The vbm package implements variance-based
sensitivity analysis for weighting estimators, providing more
informative bounds on treatment effect estimates in observational
studies.
If the package vbm is not installed in their current R versions, users can install it by following the standard instruction:
Each time an R session is opened, the vbm library must be loaded with:
Moreover, the development version of vbm can be installed from GitHub with:
The National Child Development Survey (NCDS) follows a group of individuals born in the United Kingdom back in 1958 1: This longitudinal study collects respondents’ information on education, family, socioeconomic status and health. Among over 17,000 individuals, we took a subset of 3,642 men who were working in 1991 and had complete data on their education and wages, following the approach of Battistin and Sianesi (2011). Missing values were then imputed using MICE (van Buuren & Groothuis-Oudshoorn, 2010). We excluded variables related to education level and wage to avoid data leakage in this study.
We are interested in whether attainment of academic qualification
leads to higher hourly wage. The outcome variable wage is
log of hourly pay in British pounds. The treatment variable
Dany is a binary indicator for education attainment,
i.e. whether the respondents has attained any academic qualification.
2399 people have qualification no lower than O-level, while the left
1243 have no formal education credential. A variety of covariates to
control are considered as follows:
white (whether is identified as white people),
scht (type of school at age 16), qmab &
qmab2 (math scores at ages 7 & 11), qvab
& qvab2 (reading scores at ages 7 & 11),
sib_u (number of siblings), agepa &
agema (age of father and mother in 1974),
maemp (mother’s job status in 1974), paed_u
& maed_u (years of schooling for father and mother). In
terms of potential unobserved confoundedness, differences in
neighborhood culture, economic background and mental health can be
considered.
Using str() helps to give a glimpse on the dataset.
library(WeightIt)
library(dplyr)
library(ggplot2)
library(jointVIP)
library(cobalt)
library(vbm)
data(NCDS)
str(ncds)
#> 'data.frame': 3642 obs. of 14 variables:
#> $ white : int 1 1 1 1 1 1 1 1 1 1 ...
#> $ wage : num 2.57 2.04 1.72 2.2 2.48 ...
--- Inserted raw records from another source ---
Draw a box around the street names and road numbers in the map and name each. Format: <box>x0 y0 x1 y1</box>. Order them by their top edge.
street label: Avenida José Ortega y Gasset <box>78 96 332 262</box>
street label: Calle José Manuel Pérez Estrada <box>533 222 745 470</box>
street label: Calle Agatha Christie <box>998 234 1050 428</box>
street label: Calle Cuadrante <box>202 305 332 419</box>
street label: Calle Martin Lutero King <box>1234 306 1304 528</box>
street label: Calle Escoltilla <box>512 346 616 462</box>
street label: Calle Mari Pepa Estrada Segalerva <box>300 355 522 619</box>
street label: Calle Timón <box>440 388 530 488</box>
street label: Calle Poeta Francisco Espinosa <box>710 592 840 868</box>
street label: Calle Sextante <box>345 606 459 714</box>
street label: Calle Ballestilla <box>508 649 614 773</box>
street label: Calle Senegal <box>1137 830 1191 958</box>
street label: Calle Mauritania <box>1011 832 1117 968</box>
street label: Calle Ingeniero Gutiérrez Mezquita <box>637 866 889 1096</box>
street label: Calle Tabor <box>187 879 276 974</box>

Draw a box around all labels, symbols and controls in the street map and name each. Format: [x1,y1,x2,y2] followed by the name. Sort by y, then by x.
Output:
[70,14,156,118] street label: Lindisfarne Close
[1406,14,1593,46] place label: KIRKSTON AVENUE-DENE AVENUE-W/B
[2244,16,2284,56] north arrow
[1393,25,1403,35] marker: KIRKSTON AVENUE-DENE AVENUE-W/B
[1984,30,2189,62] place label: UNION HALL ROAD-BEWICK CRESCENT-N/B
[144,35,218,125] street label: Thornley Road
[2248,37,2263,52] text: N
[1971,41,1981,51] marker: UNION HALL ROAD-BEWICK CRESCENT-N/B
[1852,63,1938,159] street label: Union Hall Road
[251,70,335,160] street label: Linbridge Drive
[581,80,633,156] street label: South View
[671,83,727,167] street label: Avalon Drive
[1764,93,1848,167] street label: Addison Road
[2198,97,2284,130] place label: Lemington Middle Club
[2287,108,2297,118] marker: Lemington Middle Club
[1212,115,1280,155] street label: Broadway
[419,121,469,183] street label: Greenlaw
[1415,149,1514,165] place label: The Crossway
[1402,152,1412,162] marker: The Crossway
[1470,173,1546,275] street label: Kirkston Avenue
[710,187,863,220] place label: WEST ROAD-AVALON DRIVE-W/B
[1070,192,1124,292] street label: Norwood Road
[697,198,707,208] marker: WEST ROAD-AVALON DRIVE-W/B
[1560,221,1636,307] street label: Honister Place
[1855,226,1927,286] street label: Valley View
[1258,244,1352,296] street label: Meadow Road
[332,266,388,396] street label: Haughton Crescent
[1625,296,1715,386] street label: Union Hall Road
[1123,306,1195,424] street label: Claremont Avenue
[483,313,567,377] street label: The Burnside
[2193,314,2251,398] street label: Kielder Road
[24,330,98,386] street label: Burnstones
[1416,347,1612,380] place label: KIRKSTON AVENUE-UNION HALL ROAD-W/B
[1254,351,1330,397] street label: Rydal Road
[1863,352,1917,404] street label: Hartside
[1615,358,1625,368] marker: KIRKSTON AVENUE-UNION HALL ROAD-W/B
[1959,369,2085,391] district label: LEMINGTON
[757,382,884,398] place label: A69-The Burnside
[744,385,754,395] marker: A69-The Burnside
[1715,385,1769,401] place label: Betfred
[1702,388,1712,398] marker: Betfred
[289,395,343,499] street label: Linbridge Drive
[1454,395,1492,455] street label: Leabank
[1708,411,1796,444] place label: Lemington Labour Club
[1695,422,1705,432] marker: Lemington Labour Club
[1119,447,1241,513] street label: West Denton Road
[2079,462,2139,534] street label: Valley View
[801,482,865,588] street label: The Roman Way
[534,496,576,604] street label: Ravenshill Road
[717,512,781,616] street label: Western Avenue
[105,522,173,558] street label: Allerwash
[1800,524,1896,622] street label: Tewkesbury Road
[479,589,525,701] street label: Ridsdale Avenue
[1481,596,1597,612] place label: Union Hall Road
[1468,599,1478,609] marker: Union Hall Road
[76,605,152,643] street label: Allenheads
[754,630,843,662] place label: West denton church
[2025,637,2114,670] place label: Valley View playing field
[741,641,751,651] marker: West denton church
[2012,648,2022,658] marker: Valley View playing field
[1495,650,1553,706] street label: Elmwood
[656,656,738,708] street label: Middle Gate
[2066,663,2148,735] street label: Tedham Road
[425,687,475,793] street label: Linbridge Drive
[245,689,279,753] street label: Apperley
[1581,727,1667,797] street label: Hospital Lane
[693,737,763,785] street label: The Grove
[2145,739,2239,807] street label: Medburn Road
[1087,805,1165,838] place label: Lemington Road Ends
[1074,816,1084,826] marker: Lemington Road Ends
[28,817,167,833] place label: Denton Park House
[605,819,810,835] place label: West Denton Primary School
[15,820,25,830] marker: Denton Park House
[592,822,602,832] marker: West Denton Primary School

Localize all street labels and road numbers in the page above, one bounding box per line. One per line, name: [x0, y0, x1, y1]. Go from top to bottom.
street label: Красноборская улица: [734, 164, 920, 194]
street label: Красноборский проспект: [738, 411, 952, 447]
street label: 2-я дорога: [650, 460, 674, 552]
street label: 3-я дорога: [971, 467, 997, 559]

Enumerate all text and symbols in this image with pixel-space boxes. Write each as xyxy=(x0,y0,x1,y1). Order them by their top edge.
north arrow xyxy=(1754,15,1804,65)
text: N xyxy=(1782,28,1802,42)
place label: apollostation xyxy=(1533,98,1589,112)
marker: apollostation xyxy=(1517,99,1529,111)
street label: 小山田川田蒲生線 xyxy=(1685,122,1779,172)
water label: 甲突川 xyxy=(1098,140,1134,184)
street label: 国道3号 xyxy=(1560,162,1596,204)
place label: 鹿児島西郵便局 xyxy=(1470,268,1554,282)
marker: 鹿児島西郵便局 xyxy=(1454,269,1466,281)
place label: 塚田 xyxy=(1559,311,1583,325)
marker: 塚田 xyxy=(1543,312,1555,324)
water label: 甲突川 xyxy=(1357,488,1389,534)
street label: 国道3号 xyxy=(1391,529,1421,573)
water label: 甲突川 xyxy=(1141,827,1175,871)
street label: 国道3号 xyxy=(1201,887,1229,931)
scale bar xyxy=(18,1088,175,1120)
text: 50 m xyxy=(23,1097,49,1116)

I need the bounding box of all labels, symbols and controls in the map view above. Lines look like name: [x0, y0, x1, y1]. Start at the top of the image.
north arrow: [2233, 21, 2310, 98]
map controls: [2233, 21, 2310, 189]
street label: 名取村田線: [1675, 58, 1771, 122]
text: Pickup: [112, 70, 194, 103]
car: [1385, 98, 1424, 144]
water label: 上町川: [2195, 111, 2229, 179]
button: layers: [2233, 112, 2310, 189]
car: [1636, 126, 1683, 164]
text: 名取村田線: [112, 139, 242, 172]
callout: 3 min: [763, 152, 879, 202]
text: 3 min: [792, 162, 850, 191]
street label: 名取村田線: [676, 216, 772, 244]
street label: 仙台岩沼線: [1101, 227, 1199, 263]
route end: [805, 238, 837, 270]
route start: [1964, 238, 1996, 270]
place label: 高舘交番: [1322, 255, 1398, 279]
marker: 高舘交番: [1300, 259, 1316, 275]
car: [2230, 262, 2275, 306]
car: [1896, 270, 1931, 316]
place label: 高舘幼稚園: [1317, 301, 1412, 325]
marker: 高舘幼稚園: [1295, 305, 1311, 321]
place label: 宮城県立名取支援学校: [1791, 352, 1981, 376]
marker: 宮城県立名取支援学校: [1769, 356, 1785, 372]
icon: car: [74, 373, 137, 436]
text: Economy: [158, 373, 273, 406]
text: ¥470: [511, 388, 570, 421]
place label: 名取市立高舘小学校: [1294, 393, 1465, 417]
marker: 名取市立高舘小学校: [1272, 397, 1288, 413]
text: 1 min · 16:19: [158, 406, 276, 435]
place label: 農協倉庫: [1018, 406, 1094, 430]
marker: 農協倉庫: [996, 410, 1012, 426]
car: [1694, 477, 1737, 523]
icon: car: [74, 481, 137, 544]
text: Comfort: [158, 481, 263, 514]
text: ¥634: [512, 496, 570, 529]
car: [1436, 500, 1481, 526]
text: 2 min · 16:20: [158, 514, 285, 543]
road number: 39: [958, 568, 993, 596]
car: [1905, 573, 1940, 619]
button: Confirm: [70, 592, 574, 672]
#> $ Dany : int 1 1 0 1 1 0 0 1 1 1 ...
#> $ maemp : int 0 0 0 0 1 1 0 1 0 1 ...
#> $ scht : int 2 1 1 3 1 2 1 1 1 3 ...
#> $ qmab : int 2 5 4 5 3 1 4 5 5 2 ...
#> $ qmab2 : int 2 5 4 4 3 1 1 4 4 5 ...
#> $ qvab : int 1 5 4 4 2 2 2 4 3 4 ...
#> $ qvab2 : int 2 5 5 5 3 2 1 3 1 5 ...
#> $ paed_u: int 9 0 0 10 9 10 0 11 10 10 ...
#> $ maed_u: int 9 0 0 10 9 9 0 11 9 10 ...
#> $ agepa : int 60 56 57 40 57 43 43 46 43 47 ...
#> $ agema : int 59 56 53 41 45 42 38 45 43 40 ...
#> $ sib_u : int 3 0 0 1 1 1 1 1 0 3 ...The outcome variable can be influenced by treatment variable, covariates, and other unobserved confounders. Given the lack of randomization in treatment assignment, we examined the covariate imbalance and adjusted it by weighting to have credible causal inference conclusion.
WeightIt package offers a handy approach to estimate propensity score in weighting:
weightlist_att <- weightit(
formula = Dany ~ white + maemp + scht +
qmab + qmab2 +
qvab + qvab2 +
paed_u + maed_u +
agepa + agema +
sib_u,
data = ncds,
method = "ebal",
estimand = "ATT",
stabilize = FALSE,
include.obj = TRUE
)
summary(weightlist_att)
#> Summary of weights
#>
#> - Weight ranges:
#>
#> Min Max
#> treated 1. || 1.
#> control 0.019 |---------------------------| 27.489
#>
#> - Units with the 5 most extreme weights by group:
#>
#> 1 2 3 4 5
#> treated 1 1 1 1 1
#> 1135 503 185 129 55
#> control 15.566 15.887 16.575 21.105 27.489
#>
#> - Weight statistics:
#>
#> Coef of Var MAD Entropy # Zeros
#> treated 0.000 0.000 0.000 0
#> control 1.974 1.036 0.906 0
#>
#> - Effective Sample Sizes:
#>
#> Control Treated
#> Unweighted 1243. 2399
#> Weighted 253.97 2399
love.plot(weightlist_att, stars="std")
The following love plot shows the standardized mean differences between
treated and control groups in each observed covariate. Red and green
dots respectively indicate pre-weighting and post-weighting standardized
mean differences. Before adjustment, early academic performances—such as
reading and math scores at age 7 and 11—shows substantial imbalance.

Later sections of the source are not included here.